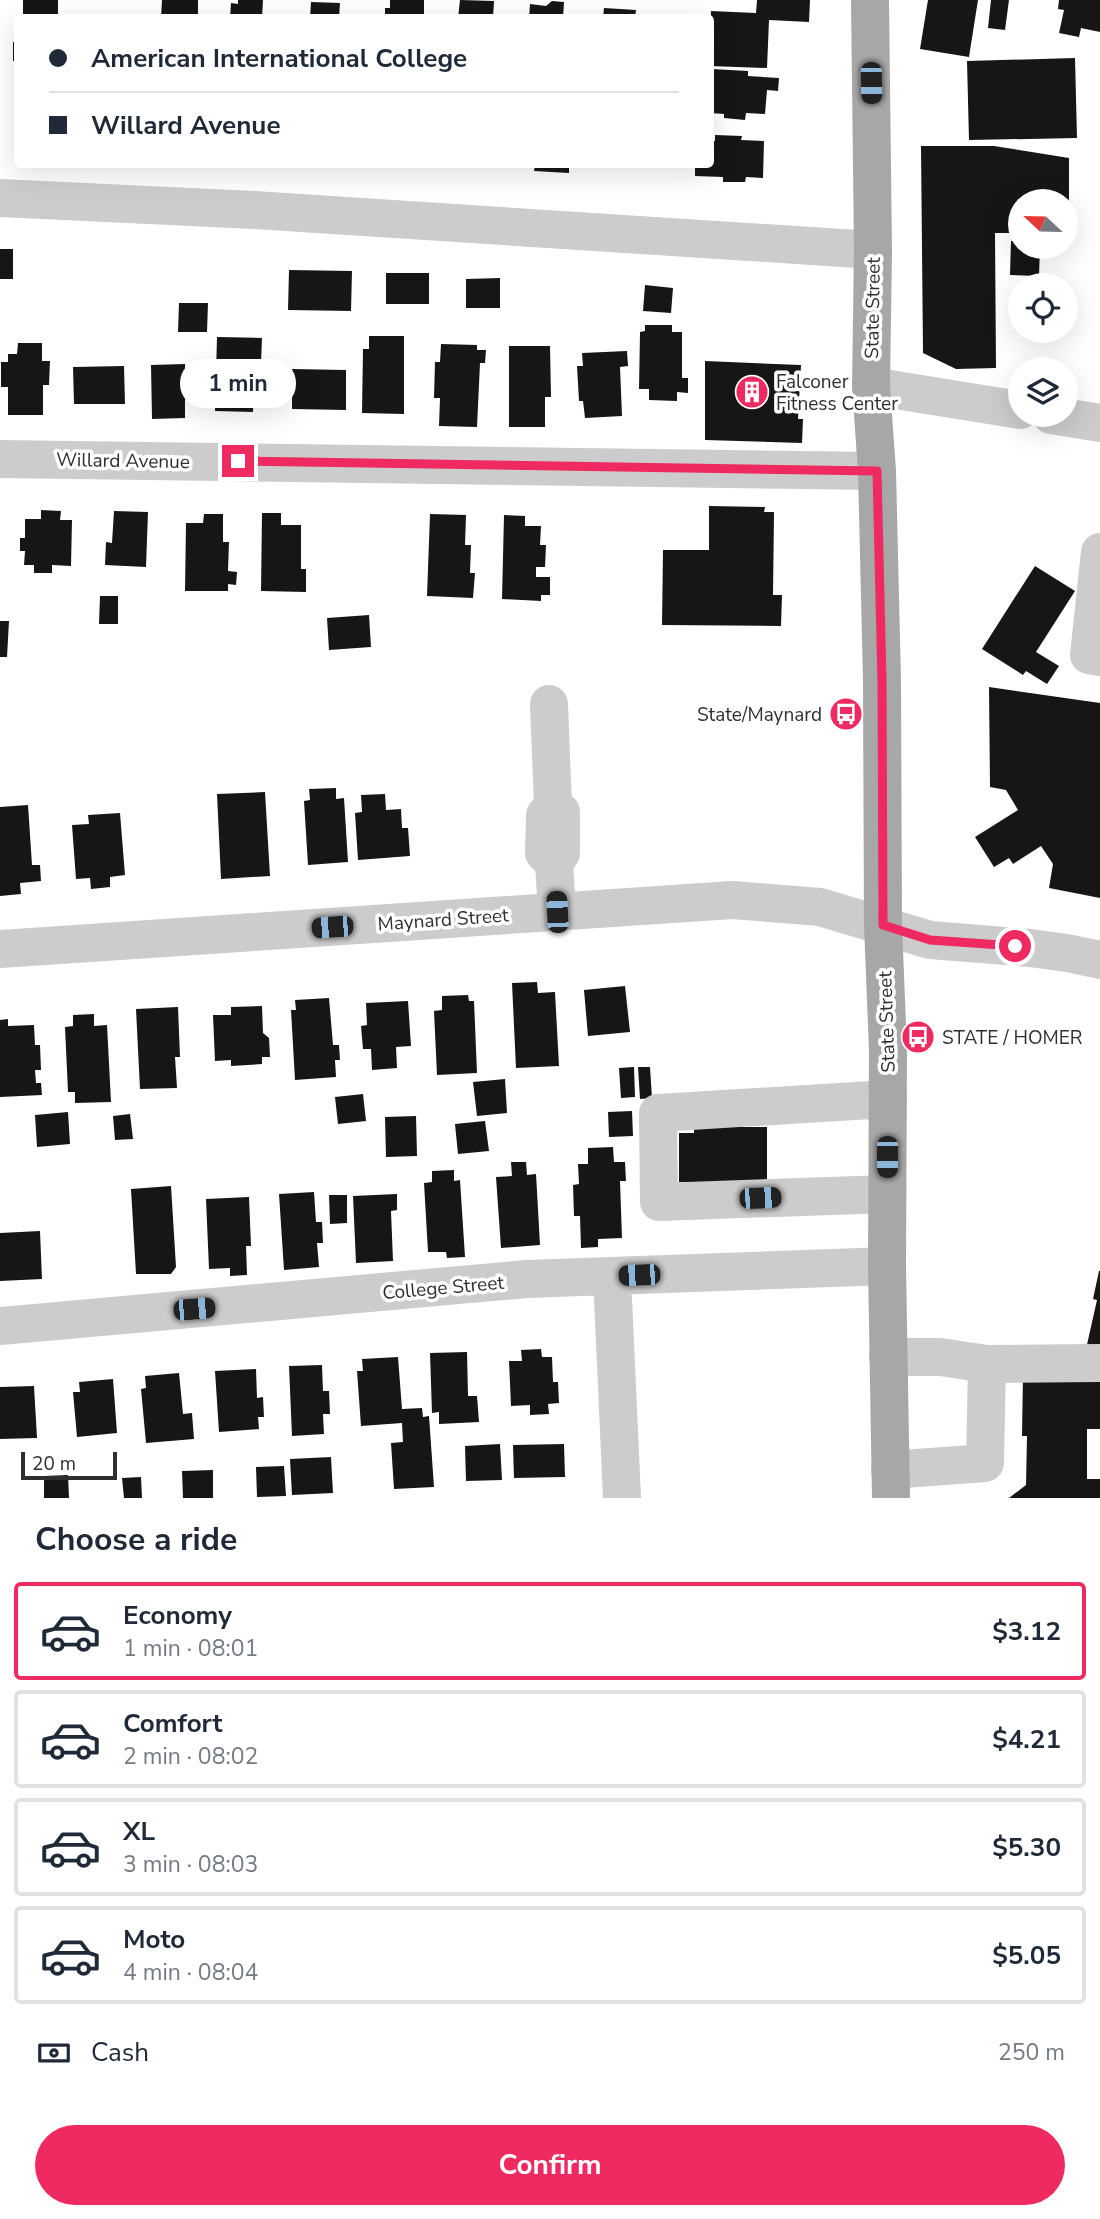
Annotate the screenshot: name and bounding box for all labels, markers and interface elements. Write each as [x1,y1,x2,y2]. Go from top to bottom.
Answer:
text: American International College [91,41,467,76]
car [861,62,882,104]
text: Willard Avenue [91,108,281,143]
north arrow [1008,189,1078,259]
map controls [1008,189,1078,427]
street label: State Street [859,257,887,359]
button: locate [1008,273,1078,343]
button: layers [1008,357,1078,427]
callout: 1 min [180,360,296,408]
text: 1 min [208,368,268,399]
place label: Falconer Fitness Center [776,369,898,417]
building icon: Falconer Fitness Center [733,373,771,411]
route end [222,445,254,477]
street label: Willard Avenue [56,447,190,475]
bus stop icon: State/Maynard [827,695,865,733]
place label: State/Maynard [697,702,822,728]
car [546,890,569,934]
street label: Maynard Street [377,902,510,938]
car [311,915,354,939]
route start [999,930,1031,962]
street label: State Street [872,970,902,1073]
bus stop icon: STATE / HOMER [899,1018,937,1056]
place label: STATE / HOMER [942,1025,1083,1051]
car [877,1136,898,1178]
car [739,1187,782,1209]
car [618,1264,661,1286]
street label: College Street [381,1270,505,1306]
car [173,1297,216,1321]
scale bar [21,1449,117,1481]
text: 20 m [32,1451,76,1477]
text: Choose a ride [35,1518,237,1561]
text: Economy [123,1598,232,1633]
icon: car [39,1600,102,1663]
text: $3.12 [992,1614,1061,1649]
text: 1 min · 08:01 [123,1633,258,1664]
text: Comfort [123,1706,223,1741]
icon: car [39,1708,102,1771]
text: $4.21 [992,1722,1061,1757]
text: 2 min · 08:02 [123,1741,258,1772]
text: XL [123,1814,155,1849]
icon: car [39,1816,102,1879]
text: $5.30 [992,1830,1061,1865]
text: 3 min · 08:03 [123,1849,258,1880]
text: Moto [123,1922,185,1957]
icon: car [39,1924,102,1987]
text: $5.05 [992,1938,1061,1973]
text: 4 min · 08:04 [123,1957,258,1988]
icon: cash [35,2034,73,2072]
text: Cash [91,2035,149,2070]
text: 250 m [998,2037,1065,2068]
button: Confirm [35,2125,1065,2205]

════════

> [What you will do]:
For the word "place", find every line in the data that holds it and copy that line.

> [Your response]:
place label: Falconer Fitness Center [776,369,898,417]
place label: State/Maynard [697,702,822,728]
place label: STATE / HOMER [942,1025,1083,1051]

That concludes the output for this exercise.